* AIM OF THE EXERCISE *
A faithful, complete transcript of the entries below, without pictures, should be returned.

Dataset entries
╭──
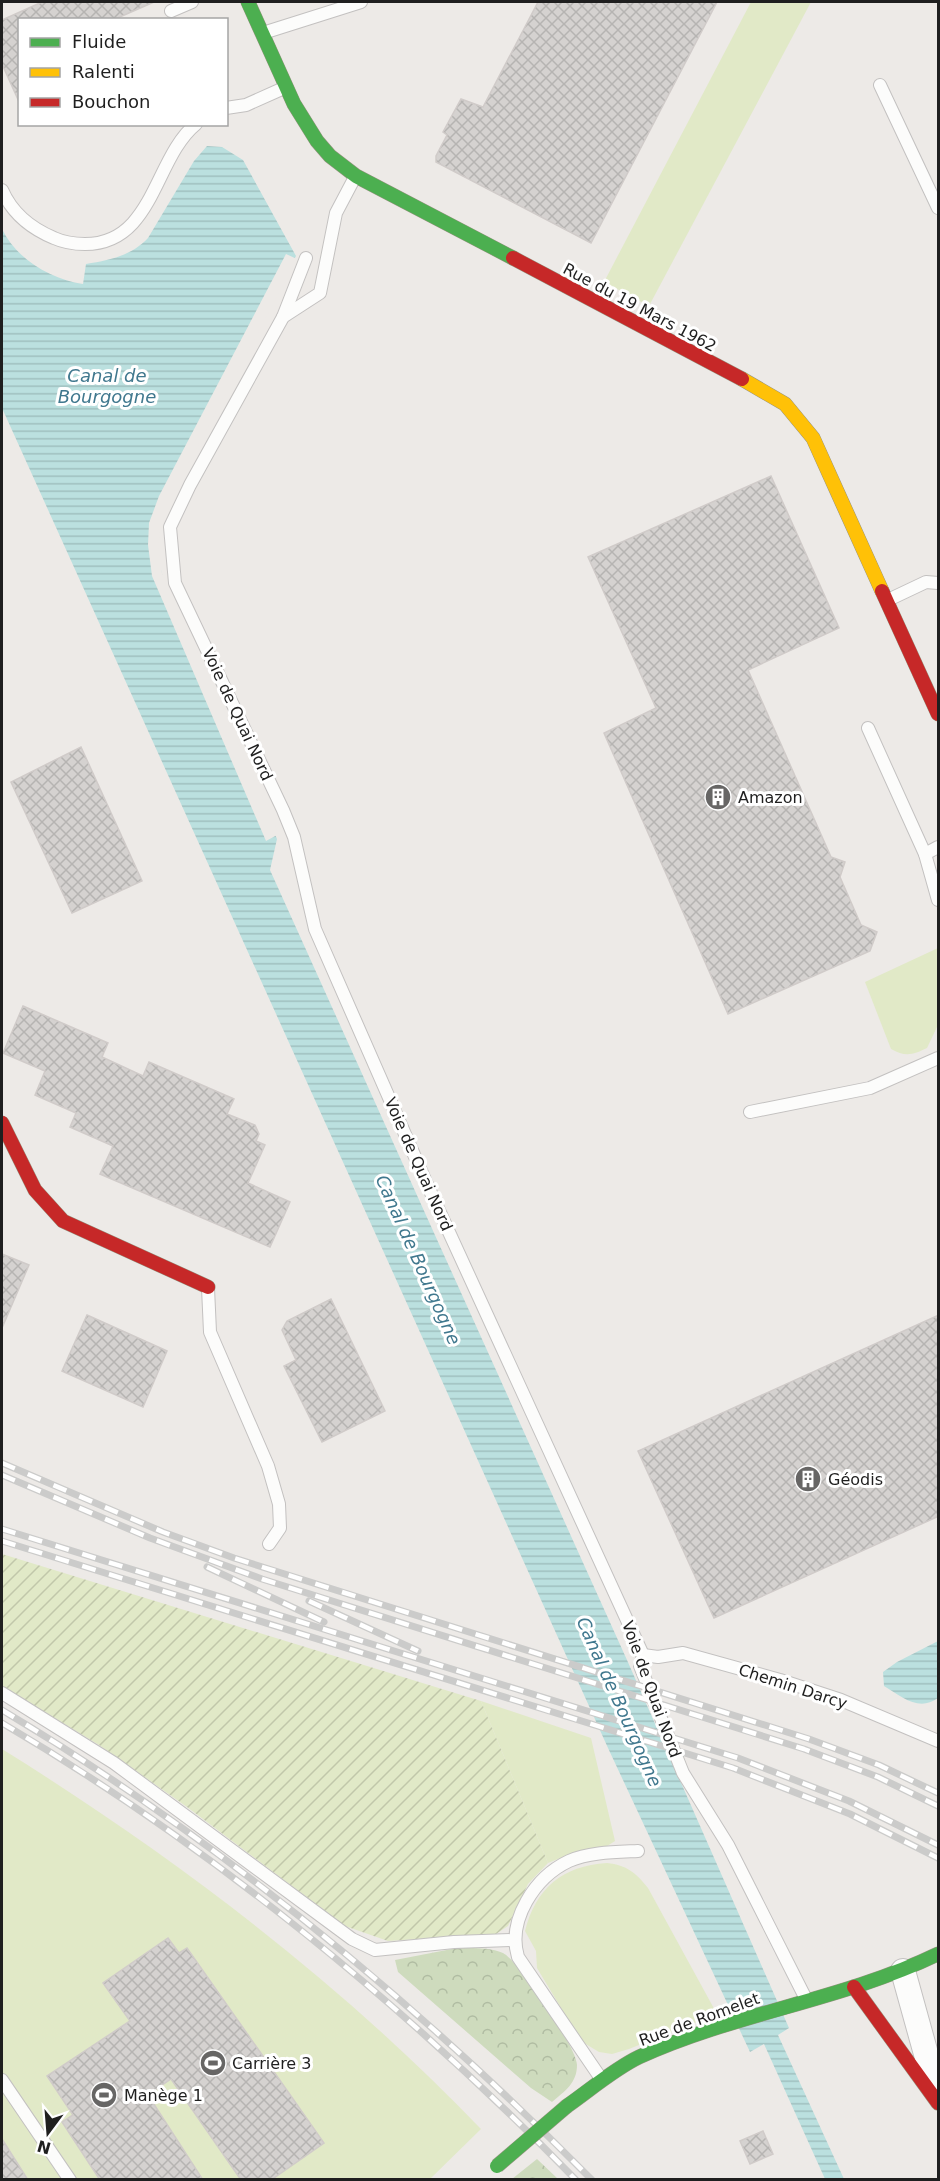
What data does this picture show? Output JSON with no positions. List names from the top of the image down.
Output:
{
  "streets": {
    "street": ["Rue du 19 Mars 1962", "Rue de Romelet"],
    "lane": ["Voie de Quai Nord", "Chemin Darcy"]
  },
  "crossings": [
    ["Rue du 19 Mars 1962", "Voie de Quai Nord"],
    ["Voie de Quai Nord", "Chemin Darcy"],
    ["Voie de Quai Nord", "Rue de Romelet"]
  ],
  "water": ["Canal de Bourgogne"],
  "places": {
    "building": ["Amazon", "Géodis"],
    "sports": ["Carrière 3", "Manège 1"]
  },
  "legend": ["Fluide", "Ralenti", "Bouchon"],
  "north": "bottom"
}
╰──
* COMPLETED EXERCISE *
What data does this picture show? Output JSON with no positions. List names from the top of the image down.
Output:
{
  "streets": {
    "street": ["Rue du 19 Mars 1962", "Rue de Romelet"],
    "lane": ["Voie de Quai Nord", "Chemin Darcy"]
  },
  "crossings": [
    ["Rue du 19 Mars 1962", "Voie de Quai Nord"],
    ["Voie de Quai Nord", "Chemin Darcy"],
    ["Voie de Quai Nord", "Rue de Romelet"]
  ],
  "water": ["Canal de Bourgogne"],
  "places": {
    "building": ["Amazon", "Géodis"],
    "sports": ["Carrière 3", "Manège 1"]
  },
  "legend": ["Fluide", "Ralenti", "Bouchon"],
  "north": "bottom"
}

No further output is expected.